HISTORIOGRAFIA E LITERATURA...

Conexões entre História e Literatura são complexas. De um lado, as crises paradigmáticas de Interpretações das realidades e, de outro, o ressurgimento das Narrativas forçam Historiadores e Literatos a se embrenharem num labirinto dialético à procura dos gestos semânticos profundos dos acontecimentos.

Essa perplexidade própria das ciências humanas, visto inexistir uma espécie de teoria geral de Interpretação, requer novos olhares, novos instrumentos, centrados num ecletismo teórico. Destarte, História e Literatura acabam ocupando um lugar deveras fundamental.

Compreender Literatura para além da ideia ingênua de mera manifestação estética, se estribando numa consciência de que se trata de algo através do qual registramos nossos movimentos, no que isto possui de Historicidade, mais ainda, nossos anseios, nossas visões do mundo, é espaço fértil para o Historiador pesquisar.

Estudos abordando tal questão são densos e abundantes. Talvez o primeiro grande sistematizador tenha sido Aristóteles. Para ele, há antítese clara e definida entre História e Poesia. Aquela, trata de verdades particulares, acontecidas, não universais. Esta, se voltaria mais para Filosofia, elevação e universalidade, pois seu objetivo é falar de verdades possíveis ou desejáveis.

Por esse viés, História, Literatura e Verdade são produções da inteligência humana marcadas por dimensões bem particulares. Tal é a influência aristotélica que, ainda hoje, mormente pela força do racionalismo, encontramos apologistas dessa perspectiva. De modo que a Arte, em particular a Literatura, nada mais são do que mundos estranhos habitados por fantasia e metafísica.

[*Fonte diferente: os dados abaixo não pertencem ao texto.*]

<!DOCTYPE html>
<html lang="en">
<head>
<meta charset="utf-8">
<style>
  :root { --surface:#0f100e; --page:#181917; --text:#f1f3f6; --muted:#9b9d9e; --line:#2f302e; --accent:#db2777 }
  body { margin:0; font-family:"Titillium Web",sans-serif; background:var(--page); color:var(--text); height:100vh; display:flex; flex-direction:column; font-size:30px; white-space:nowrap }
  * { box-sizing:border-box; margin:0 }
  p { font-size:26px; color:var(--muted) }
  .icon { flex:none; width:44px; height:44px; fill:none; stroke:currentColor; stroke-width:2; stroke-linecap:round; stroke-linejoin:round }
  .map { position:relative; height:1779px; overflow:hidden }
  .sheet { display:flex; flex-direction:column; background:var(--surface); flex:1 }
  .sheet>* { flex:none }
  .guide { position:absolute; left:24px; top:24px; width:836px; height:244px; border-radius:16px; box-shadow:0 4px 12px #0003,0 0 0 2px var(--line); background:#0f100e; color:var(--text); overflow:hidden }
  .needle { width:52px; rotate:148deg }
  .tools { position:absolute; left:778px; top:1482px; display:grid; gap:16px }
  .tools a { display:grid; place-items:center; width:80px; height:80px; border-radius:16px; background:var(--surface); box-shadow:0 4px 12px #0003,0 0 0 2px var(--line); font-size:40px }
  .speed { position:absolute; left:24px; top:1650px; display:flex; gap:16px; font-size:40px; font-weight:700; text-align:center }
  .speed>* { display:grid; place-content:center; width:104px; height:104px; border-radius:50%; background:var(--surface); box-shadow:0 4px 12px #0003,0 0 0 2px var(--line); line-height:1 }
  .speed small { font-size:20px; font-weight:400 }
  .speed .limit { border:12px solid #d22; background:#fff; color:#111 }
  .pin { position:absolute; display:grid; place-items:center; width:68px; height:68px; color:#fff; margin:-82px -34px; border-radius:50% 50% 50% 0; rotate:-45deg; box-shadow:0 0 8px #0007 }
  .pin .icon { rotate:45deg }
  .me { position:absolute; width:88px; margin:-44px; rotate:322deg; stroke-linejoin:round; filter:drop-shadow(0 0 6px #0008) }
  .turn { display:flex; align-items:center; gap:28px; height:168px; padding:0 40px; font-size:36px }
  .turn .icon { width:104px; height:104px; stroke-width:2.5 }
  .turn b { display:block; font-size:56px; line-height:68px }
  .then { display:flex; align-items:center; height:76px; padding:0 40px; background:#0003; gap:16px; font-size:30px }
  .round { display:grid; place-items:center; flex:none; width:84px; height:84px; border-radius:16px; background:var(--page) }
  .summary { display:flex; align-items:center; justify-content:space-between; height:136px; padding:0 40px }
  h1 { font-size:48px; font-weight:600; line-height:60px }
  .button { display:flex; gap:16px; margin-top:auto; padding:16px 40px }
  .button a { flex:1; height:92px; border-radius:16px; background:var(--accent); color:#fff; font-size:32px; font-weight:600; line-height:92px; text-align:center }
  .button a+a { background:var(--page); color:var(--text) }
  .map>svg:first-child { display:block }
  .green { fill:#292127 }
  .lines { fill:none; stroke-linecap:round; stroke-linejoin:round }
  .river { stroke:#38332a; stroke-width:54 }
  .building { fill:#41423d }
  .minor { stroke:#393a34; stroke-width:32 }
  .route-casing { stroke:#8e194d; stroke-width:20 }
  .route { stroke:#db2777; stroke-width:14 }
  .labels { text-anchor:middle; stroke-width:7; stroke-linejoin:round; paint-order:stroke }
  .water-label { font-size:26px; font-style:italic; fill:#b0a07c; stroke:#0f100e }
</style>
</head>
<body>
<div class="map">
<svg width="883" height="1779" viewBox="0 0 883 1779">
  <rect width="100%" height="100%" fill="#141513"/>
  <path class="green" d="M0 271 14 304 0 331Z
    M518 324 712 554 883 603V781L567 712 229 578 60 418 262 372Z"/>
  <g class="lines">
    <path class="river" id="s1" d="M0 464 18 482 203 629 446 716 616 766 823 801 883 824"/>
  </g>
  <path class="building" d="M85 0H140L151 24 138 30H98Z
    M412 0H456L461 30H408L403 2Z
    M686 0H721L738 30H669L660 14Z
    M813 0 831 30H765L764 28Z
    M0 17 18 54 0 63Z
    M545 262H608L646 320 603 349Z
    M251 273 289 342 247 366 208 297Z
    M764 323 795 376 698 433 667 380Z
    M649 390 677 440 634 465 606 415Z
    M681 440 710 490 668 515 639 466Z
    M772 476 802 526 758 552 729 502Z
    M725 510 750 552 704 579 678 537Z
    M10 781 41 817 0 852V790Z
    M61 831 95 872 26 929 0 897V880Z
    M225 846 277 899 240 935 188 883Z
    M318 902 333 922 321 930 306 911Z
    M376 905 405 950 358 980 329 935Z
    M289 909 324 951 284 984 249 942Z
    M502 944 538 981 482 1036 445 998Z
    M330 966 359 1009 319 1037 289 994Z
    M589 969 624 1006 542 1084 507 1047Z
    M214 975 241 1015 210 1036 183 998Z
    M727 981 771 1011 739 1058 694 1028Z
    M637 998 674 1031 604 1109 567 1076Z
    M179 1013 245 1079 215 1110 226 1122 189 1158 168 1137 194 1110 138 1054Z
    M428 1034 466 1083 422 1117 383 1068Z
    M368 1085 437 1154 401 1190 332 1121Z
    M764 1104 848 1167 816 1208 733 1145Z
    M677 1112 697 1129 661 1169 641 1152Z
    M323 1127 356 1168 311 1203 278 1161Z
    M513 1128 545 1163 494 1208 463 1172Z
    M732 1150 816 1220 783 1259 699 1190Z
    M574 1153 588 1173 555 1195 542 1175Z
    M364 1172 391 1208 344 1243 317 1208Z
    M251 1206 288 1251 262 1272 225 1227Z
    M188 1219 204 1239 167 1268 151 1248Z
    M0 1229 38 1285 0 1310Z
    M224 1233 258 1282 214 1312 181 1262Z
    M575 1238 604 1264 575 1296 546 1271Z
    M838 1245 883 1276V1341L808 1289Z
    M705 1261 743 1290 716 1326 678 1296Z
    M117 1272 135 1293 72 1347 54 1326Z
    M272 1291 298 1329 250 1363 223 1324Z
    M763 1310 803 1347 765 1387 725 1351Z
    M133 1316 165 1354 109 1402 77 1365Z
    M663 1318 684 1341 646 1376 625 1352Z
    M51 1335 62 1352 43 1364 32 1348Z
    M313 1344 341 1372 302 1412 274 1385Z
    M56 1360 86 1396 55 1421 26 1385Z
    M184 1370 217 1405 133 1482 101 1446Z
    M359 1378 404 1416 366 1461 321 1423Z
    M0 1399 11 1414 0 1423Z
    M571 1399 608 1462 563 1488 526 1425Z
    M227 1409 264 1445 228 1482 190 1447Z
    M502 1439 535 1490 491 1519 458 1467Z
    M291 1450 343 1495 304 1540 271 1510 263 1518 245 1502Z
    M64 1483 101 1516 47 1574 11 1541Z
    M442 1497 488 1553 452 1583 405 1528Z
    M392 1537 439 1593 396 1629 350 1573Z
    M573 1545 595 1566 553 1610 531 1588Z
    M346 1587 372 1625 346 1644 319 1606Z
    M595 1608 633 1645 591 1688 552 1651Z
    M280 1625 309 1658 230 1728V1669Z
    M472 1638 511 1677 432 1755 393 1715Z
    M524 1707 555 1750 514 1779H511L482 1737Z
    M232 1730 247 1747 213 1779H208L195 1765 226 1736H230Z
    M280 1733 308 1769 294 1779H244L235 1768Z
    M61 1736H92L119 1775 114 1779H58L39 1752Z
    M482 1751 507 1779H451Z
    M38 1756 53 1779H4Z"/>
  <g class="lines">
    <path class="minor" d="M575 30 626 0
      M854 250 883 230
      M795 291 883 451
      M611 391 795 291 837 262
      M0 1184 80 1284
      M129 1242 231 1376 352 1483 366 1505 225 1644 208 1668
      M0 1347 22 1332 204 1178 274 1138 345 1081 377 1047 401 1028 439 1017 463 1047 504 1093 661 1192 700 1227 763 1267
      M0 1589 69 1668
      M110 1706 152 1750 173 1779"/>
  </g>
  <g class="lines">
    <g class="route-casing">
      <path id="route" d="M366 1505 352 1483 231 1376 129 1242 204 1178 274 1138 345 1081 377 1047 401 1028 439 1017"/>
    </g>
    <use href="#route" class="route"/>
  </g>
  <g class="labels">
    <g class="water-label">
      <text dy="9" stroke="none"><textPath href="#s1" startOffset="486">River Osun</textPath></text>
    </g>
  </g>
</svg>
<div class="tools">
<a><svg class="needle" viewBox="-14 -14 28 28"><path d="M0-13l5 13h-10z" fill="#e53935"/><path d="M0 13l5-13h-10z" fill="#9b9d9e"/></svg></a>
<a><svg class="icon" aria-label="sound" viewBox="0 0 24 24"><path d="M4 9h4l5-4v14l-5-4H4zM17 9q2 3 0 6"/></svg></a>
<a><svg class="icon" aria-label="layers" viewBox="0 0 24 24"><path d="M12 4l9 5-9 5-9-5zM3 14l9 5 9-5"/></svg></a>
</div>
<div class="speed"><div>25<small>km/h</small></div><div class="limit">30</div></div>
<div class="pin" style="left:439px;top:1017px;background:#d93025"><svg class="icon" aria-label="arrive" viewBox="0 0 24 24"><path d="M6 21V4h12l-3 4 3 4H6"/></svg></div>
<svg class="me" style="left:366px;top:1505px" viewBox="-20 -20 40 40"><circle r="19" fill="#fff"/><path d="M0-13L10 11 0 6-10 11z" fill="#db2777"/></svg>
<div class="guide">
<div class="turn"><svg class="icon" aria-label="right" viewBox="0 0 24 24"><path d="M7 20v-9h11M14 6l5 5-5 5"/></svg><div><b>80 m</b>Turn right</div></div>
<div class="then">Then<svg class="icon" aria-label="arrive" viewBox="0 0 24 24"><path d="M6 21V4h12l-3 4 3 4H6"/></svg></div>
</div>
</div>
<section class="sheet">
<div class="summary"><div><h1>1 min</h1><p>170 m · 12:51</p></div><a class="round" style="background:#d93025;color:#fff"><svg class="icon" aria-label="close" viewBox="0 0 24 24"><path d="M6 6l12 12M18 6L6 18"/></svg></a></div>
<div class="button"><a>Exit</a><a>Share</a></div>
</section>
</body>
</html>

O resultado, não poderia ser outro, é que surgiu novo enfoque no qual se firmavam postulados como Objetividade e Racionalidade. Portanto, Arte e Ciência são como água e óleo, não se misturam. Conforme Luiz Costa Lima: “um verdadeiro veto ao ficcional, um controle do imaginário, decorrente do racionalismo, pôde ser assistido desde meados do século XVIII, atravessando os mais variados discursos, até mesmo os artísticos”.

Interessante é que essa separação acabou por gerar, a partir do Romantismo, verdadeiros contra-ataques numa tentativa de se impor a Paixão como parâmetro. Reafirmava-se a superioridade da Literatura e veemente repulsa à Ciência.

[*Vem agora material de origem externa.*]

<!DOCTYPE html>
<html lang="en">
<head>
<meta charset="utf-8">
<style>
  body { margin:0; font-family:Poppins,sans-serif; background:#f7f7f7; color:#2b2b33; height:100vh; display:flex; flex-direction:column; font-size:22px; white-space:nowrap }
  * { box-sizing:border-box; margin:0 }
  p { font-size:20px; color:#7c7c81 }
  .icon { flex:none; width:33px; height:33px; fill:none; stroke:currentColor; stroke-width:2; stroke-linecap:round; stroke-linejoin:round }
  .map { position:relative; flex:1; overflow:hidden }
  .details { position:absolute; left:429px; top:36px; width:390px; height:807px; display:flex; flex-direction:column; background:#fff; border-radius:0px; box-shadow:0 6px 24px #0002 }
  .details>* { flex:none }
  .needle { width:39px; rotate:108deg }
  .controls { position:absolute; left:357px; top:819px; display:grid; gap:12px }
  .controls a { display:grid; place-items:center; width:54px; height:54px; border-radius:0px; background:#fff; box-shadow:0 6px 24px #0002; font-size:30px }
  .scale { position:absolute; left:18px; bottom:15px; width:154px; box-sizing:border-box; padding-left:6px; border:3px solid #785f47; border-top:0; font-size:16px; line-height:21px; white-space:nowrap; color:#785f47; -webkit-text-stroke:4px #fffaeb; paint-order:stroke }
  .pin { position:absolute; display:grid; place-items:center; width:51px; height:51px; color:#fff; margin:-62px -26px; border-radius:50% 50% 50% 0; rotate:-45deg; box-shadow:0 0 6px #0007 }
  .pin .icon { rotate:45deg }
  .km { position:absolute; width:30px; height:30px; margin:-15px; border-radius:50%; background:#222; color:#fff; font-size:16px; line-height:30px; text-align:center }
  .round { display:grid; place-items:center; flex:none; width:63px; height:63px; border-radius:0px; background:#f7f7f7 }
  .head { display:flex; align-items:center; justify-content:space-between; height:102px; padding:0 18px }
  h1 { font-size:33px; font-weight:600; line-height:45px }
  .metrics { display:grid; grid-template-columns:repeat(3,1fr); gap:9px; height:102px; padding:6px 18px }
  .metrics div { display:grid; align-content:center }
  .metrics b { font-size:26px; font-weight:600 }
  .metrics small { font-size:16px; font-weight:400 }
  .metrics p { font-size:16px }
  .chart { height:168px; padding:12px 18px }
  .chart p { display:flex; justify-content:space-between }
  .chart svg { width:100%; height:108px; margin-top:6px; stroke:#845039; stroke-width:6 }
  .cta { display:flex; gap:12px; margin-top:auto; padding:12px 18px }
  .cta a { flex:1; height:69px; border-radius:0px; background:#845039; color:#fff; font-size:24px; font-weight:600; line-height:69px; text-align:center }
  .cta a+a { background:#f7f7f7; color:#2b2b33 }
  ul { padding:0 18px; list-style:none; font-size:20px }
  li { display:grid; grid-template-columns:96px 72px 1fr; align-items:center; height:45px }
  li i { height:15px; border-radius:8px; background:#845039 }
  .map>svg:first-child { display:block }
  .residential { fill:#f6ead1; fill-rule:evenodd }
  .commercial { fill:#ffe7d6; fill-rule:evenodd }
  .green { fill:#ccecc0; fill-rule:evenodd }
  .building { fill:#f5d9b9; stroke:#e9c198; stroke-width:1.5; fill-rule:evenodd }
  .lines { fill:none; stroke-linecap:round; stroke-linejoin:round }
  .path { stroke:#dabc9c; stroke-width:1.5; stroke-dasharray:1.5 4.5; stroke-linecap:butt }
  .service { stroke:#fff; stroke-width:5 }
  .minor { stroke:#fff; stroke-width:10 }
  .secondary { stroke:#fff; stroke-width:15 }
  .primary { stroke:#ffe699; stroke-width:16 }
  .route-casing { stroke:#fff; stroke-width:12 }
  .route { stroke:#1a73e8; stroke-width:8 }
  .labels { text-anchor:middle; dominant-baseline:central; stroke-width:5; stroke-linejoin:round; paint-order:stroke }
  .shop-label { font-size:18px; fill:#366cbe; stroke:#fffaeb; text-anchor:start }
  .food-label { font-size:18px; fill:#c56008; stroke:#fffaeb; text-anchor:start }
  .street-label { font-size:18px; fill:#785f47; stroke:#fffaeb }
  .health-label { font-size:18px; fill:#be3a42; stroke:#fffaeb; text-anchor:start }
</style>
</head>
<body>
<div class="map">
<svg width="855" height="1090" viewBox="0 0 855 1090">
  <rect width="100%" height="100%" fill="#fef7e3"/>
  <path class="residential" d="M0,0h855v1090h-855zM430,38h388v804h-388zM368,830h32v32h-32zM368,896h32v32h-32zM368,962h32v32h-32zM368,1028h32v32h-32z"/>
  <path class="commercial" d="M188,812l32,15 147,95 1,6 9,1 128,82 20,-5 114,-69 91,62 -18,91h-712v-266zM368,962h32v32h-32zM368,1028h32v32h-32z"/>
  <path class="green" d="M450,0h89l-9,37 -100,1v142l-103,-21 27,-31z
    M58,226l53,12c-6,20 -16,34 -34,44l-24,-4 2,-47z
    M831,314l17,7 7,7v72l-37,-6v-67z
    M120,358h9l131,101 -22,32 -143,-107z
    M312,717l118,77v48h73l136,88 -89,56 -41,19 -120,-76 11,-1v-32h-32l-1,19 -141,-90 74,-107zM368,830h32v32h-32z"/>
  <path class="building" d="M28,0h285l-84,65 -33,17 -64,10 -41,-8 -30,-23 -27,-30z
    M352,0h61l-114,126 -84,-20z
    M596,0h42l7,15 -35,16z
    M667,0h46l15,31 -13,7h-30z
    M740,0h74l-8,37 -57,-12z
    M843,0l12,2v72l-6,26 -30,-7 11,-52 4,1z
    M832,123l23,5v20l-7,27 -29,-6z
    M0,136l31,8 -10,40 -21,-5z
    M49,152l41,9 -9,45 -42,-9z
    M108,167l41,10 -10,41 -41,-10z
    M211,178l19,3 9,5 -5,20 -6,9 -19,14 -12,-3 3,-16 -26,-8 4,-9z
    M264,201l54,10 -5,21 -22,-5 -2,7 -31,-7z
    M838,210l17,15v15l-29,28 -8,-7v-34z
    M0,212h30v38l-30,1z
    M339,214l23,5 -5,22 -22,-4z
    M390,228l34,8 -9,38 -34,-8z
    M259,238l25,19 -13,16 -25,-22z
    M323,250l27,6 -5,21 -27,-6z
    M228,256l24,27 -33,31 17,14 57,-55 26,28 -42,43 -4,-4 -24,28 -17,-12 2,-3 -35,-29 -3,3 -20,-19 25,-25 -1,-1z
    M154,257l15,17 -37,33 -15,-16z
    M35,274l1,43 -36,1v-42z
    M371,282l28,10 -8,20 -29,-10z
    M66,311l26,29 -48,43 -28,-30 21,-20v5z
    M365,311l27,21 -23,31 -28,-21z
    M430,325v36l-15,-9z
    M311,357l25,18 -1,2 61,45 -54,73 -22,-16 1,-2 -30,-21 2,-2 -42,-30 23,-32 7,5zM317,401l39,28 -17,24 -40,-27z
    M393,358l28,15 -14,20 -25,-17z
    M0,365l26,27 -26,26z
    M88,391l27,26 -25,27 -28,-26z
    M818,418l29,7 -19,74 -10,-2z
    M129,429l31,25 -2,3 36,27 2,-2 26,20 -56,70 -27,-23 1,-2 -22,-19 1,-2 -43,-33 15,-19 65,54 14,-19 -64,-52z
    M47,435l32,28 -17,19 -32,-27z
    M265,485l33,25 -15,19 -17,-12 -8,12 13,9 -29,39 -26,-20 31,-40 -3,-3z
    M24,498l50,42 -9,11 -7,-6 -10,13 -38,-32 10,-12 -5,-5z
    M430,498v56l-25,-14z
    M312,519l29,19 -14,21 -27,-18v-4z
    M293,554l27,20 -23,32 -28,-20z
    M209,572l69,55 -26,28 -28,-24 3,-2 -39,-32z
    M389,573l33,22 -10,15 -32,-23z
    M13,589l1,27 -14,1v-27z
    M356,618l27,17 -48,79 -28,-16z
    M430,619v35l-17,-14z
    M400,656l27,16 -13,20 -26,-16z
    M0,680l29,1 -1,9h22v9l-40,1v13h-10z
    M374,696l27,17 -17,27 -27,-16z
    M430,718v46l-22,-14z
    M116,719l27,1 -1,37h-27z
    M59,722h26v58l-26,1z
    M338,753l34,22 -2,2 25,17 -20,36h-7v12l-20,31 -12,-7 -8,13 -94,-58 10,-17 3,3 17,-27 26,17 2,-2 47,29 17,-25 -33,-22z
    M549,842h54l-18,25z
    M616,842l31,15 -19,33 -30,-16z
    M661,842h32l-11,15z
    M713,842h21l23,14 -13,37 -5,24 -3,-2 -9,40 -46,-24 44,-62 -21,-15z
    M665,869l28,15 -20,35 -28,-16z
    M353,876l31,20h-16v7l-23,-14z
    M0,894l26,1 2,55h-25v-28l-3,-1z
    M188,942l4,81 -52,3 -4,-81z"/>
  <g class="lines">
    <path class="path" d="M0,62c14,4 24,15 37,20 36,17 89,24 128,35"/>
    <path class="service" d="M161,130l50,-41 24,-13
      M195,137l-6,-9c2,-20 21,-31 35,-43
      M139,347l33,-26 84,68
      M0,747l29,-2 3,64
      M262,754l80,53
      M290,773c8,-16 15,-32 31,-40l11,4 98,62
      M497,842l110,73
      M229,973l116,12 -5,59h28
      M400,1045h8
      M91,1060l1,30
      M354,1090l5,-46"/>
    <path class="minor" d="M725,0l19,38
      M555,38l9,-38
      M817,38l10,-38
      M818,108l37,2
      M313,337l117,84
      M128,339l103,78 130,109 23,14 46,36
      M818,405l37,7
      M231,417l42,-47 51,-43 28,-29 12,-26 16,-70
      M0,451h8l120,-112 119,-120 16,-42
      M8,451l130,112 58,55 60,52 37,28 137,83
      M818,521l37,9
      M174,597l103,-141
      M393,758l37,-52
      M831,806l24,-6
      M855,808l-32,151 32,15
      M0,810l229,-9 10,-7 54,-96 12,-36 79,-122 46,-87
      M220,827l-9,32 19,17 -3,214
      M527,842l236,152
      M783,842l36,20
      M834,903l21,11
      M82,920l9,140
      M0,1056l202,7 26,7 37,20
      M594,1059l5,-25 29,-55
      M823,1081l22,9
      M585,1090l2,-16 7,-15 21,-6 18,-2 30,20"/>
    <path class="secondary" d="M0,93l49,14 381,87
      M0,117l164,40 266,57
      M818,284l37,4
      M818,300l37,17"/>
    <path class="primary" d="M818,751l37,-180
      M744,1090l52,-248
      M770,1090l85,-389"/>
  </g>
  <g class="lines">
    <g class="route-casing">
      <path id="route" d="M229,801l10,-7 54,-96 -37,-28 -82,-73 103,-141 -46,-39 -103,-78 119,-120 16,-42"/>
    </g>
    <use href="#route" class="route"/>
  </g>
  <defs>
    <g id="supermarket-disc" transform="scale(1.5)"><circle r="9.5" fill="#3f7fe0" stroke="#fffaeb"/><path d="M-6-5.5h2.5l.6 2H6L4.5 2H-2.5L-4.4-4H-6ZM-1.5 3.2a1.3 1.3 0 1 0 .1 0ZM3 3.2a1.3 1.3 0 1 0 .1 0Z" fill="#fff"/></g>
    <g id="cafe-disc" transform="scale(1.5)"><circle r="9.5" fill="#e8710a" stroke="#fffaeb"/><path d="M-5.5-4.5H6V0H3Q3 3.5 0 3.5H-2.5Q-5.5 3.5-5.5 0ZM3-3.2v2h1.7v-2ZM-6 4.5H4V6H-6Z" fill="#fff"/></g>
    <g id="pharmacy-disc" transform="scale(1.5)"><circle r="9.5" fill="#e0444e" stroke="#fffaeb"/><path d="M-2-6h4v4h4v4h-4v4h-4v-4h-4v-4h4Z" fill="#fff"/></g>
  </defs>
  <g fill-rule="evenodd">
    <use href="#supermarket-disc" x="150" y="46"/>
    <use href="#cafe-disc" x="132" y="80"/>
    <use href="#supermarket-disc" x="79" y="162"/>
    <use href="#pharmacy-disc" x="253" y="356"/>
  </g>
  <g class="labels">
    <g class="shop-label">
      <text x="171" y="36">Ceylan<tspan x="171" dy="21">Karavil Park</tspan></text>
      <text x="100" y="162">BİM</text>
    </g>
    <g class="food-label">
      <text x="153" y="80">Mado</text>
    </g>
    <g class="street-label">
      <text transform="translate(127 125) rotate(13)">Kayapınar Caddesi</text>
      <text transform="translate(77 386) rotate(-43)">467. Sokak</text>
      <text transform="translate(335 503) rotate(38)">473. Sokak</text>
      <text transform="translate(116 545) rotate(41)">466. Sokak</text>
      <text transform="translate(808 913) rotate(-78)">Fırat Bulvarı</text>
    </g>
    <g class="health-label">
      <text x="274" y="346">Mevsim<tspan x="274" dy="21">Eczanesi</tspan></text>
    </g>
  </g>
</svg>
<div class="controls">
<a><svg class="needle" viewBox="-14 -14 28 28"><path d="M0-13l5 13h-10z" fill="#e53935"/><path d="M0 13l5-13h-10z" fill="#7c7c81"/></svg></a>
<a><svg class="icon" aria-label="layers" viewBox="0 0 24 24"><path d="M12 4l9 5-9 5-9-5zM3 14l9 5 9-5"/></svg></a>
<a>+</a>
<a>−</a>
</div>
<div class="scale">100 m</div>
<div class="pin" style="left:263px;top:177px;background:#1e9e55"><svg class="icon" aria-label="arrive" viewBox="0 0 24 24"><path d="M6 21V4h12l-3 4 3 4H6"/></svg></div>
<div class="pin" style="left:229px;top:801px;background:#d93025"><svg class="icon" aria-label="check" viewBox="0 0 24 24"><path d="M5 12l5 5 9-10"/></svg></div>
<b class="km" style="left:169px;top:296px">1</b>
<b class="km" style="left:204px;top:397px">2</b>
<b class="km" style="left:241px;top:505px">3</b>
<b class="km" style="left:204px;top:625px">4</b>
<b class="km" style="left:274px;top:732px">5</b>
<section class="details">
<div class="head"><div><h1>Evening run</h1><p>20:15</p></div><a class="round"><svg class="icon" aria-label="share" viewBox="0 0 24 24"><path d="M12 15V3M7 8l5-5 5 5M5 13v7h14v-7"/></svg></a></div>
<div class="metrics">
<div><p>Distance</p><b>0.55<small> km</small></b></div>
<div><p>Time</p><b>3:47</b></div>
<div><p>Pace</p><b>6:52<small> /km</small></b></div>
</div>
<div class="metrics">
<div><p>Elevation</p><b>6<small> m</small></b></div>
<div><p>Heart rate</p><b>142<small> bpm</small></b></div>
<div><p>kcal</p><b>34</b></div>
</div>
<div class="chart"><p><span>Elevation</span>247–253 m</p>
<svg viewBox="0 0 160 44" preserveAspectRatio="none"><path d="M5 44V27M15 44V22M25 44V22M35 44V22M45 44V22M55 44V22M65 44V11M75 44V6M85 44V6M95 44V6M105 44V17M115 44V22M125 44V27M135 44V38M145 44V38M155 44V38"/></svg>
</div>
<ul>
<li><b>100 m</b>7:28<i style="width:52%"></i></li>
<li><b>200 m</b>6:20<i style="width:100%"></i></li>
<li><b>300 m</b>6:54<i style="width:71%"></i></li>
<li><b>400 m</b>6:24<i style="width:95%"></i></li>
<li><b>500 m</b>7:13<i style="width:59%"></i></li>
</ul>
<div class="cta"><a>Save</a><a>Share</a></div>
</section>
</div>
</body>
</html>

Com o surgimento da Teoria Literária, em termos institucionais, de certa maneira, se retoma à leitura aristotélica. Nesta ótica, consoante Mendonça: “A literatura exprimiria o verossímil (a impressão de verdade, não necessariamente falsa, que se inclui no espaço ficcional), enquanto a história pretenderia o verdadeiro (no sentido da representação do acontecimento particular)”.

Outra vez, invoca-se Aristóteles a fim de demarcação de limites. Somente, pois, a História portaria os registros da realidade e, à Literatura, é negada essa faculdade. Esta ficcionaliza o real, aquela é que realmente estabelece.

Os questionamentos sobre o próprio estatuto da História e a produção de texto literário à luz da experiência literária foram duas grandes consequências como reação crítica aos postulados anteriores. Assim, de um lado, temos a cientificidade da narrativa histórica e, de outro, a relatividade dos conhecimentos nela contidos.

O Historiador, ao escolher o que será narrado, não deixa de inventar, conforme, óbvio, suas leituras, seus interesses, suas abordagens. Um dos maiores escritores contemporâneos, José Saramago, corrobora tal ponto de vista. Afinal, não é ele um dos fundadores do chamado “romance histórico” contemporâneo?

Outro que enxerga Historiografia e Literatura como maneiras de conhecimento do mundo é Paul Ricouer. Ambas se dão numa especificidade temporal. No caso da Literatura, ela é algo mais que manifestação estética. No caso da História, seu discurso puramente cientificista não é sustentável. Acontecimento e relato são fenômenos profundamente ligados ao fator tempo.

Que tal uma empreitada objetivando analisar obras tocantinenses, as inserindo no movimento da sociedade a fim de investigarmos suas redes de interlocução social visando às formas como são construídas ou representadas suas relações com a realidade social? Partimos, portanto, do pressuposto de que uma obra literária é uma evidência histórica.

O que nos preocupa, assim, são os discursos, à guisa de História, que tais obras veiculam. Ora, se a atividade do Historiador é ao mesmo tempo Poética, Científica e Filosófica, que desafios, neste ângulo, nos esperam diante de textos Literários?

Os sentidos fundadores da Identidade tocantinense registrados em obras de Qualidade são de que tipo? Que características podem ser levantadas demarcadoras da Cultura tocantinense? O que realmente se pode apontar como Fato e o que é mesmo pura Ficção?

A grande inquietação intelectual da vertente historiográfica denominada “Nova História Cultural”, cuja essência é: “como a narrativa histórica representa a realidade”, de certa modo, às avessas, podemos aplicar aos textos literários: “como a narrativa fictícia representa a realidade?”

Finalmente, longe de defendermos quer uma diminuição da História, quer uma substituição dela pela ficção, cremos ser possível uma aproximação de ambas estribada naquilo que Steenmeijer chamou de “Representação Totalizadora”.